• Records to process:
--- START ---

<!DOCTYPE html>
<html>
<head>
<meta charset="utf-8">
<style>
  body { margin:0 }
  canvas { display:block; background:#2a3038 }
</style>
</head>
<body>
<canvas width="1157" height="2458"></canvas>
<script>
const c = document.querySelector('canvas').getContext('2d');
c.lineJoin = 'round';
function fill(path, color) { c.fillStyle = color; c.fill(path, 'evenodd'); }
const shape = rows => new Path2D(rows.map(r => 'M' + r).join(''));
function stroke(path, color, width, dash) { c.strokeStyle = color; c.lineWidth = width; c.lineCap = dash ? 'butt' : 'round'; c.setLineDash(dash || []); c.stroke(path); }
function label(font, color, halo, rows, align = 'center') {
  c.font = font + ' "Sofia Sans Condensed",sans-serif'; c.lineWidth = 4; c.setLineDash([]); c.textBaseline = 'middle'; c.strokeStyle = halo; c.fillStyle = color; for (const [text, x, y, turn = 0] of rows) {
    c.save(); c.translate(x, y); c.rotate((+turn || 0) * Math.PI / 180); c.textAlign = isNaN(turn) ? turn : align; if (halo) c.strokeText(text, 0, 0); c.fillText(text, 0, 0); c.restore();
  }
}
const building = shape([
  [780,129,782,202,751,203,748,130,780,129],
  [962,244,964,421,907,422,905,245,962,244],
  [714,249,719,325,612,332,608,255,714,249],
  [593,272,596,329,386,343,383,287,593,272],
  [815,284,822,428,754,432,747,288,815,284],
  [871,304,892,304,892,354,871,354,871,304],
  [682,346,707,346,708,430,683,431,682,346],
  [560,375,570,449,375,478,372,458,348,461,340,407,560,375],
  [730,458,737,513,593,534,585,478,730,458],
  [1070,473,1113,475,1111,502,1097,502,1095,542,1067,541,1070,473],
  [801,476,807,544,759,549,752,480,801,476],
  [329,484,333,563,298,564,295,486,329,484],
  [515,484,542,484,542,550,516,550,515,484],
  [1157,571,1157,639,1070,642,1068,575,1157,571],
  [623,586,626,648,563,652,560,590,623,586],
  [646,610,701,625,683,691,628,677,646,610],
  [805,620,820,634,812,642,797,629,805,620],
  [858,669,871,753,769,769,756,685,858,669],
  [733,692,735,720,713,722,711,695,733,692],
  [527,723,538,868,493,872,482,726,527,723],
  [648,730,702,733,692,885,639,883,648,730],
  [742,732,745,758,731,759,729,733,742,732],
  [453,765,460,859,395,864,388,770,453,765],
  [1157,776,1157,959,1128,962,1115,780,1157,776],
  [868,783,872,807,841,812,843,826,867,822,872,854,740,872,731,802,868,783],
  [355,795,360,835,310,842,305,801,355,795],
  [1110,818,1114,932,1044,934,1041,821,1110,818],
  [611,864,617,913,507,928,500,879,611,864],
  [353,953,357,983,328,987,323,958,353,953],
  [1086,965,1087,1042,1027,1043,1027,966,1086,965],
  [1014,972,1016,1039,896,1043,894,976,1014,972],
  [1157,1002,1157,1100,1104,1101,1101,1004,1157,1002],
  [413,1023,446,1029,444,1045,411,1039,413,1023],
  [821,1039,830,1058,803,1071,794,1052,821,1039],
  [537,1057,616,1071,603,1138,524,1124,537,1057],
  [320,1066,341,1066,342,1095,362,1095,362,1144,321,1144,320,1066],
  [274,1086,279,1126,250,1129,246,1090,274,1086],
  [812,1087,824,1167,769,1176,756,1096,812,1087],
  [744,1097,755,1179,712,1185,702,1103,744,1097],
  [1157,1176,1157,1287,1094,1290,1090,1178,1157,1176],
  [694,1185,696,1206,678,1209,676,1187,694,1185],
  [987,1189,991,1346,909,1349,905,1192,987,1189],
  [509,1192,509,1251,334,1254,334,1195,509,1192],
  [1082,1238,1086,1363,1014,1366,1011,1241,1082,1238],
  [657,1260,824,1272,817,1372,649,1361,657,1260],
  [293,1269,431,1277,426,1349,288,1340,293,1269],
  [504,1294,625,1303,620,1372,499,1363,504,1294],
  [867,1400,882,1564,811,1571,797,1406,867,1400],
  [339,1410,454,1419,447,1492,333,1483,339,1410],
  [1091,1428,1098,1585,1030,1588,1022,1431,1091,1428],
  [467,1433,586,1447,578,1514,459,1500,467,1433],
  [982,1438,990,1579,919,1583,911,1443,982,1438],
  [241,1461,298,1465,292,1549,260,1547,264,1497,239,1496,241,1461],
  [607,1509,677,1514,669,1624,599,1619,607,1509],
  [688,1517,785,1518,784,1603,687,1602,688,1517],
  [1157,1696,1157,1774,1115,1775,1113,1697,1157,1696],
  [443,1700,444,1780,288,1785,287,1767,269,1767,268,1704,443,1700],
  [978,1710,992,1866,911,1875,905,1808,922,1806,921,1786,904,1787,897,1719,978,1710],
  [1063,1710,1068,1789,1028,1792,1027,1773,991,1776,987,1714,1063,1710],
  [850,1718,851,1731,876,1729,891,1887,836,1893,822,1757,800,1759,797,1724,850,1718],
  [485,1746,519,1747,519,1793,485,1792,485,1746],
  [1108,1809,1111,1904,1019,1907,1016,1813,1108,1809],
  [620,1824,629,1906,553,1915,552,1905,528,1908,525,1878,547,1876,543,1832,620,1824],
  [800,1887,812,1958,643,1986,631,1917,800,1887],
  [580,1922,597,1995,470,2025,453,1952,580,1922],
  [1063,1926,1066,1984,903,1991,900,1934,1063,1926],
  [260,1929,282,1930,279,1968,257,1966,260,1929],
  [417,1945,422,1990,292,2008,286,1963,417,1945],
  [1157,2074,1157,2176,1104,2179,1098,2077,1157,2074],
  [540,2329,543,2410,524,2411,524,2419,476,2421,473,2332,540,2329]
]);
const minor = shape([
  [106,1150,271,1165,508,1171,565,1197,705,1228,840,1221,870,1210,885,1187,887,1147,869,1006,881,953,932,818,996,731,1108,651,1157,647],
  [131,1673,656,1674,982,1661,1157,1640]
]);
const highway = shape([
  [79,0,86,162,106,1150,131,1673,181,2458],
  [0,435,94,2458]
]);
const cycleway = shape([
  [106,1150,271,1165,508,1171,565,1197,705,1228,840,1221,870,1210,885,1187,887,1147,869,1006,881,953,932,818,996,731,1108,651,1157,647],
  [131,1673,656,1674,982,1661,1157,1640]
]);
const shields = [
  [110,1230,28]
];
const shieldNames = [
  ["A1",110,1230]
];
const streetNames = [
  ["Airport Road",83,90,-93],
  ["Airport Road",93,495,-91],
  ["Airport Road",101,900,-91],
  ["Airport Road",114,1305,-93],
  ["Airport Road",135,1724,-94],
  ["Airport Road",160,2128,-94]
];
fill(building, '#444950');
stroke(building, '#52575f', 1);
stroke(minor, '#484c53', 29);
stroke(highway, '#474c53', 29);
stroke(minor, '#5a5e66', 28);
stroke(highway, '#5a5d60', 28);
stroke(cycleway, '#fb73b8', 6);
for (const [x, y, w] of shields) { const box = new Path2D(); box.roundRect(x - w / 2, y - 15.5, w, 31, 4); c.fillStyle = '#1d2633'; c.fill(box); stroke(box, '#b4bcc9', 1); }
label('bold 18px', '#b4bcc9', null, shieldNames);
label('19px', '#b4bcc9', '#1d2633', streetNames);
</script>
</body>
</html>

--- END ---

• Task to complete: Return the line that contains "stroke(minor, '#484c53', 29);", along with every line after it in the data above, exactly and with nothing else.

• Expected output:
stroke(minor, '#484c53', 29);
stroke(highway, '#474c53', 29);
stroke(minor, '#5a5e66', 28);
stroke(highway, '#5a5d60', 28);
stroke(cycleway, '#fb73b8', 6);
for (const [x, y, w] of shields) { const box = new Path2D(); box.roundRect(x - w / 2, y - 15.5, w, 31, 4); c.fillStyle = '#1d2633'; c.fill(box); stroke(box, '#b4bcc9', 1); }
label('bold 18px', '#b4bcc9', null, shieldNames);
label('19px', '#b4bcc9', '#1d2633', streetNames);
</script>
</body>
</html>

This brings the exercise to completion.